Von Andreas Montag 31.01.2020, 07:04
Evelyn Richter: Leipzig 1989, 1989, Silbergelatineabzug, Kupferstich-Kabinett, Staatliche Kunstsammlungen Dresden
Evelyn Richter: Leipzig 1989, 1989, Silbergelatineabzug, Kupferstich-Kabinett, Staatliche Kunstsammlungen Dresden Andreas Diesend/Evelyn Richter Archiv der Ostdeutschen Sparkassenstiftung im Museum der bildenden Künste Leipzig

Dresden - Wir reden über Sternstunden: Es gibt Fotografien, die in einem, dem entscheidenden Augenblick das Besondere eines oder mehrerer Menschen und der Zeit, in der das Bild entstanden ist, für immer festhalten. Dieses Bild zum Beispiel, das zwei junge Frauen bei einer Leipziger Montagsdemonstration im Herbst 1989 zeigt: So viel Offenheit und Hoffnung, so viel Innigkeit und Sehnsucht nach Glück ist den Gesichtern eingeschrieben. Man hätte dieses Foto allen, die damals antraten, politische Weichen zu stellen, auf die Schreibtische legen sollen.

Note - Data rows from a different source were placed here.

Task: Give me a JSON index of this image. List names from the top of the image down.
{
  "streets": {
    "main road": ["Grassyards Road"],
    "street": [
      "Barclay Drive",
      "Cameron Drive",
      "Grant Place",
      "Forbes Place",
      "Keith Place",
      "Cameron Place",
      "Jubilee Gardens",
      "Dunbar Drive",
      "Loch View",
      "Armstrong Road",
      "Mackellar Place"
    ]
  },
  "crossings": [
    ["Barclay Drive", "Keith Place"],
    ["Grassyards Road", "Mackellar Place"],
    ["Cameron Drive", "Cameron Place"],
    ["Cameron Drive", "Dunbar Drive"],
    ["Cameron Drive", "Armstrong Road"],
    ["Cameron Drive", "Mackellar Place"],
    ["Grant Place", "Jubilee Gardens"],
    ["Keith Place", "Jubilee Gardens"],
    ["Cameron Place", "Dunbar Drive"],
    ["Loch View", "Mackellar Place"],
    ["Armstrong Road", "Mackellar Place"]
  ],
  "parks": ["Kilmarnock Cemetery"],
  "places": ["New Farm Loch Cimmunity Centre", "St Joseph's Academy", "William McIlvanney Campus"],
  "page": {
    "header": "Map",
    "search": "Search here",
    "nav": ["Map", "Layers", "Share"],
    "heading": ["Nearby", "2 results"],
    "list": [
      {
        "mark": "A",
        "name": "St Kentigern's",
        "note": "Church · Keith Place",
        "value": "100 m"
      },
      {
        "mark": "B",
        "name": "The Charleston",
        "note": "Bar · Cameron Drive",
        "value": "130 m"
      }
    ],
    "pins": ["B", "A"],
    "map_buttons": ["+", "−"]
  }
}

Eine magische Situation wie jene Szene aus Leipzig zu entdecken und zu bewahren, darin liegt die Kunst der Fotografie. Vorausgesetzt immer, dass die Kamera in den Händen einer Persönlichkeit liegt, die über Lebenserfahrung, Neugier, Unbestechlichkeit und Empathie verfügt. Man kann es auch Herzenswärme nennen. Dies alles trifft auf Evelyn Richter zu. An diesem Freitag wird die Nestorin der ostdeutschen Fotografie 90 Jahre alt.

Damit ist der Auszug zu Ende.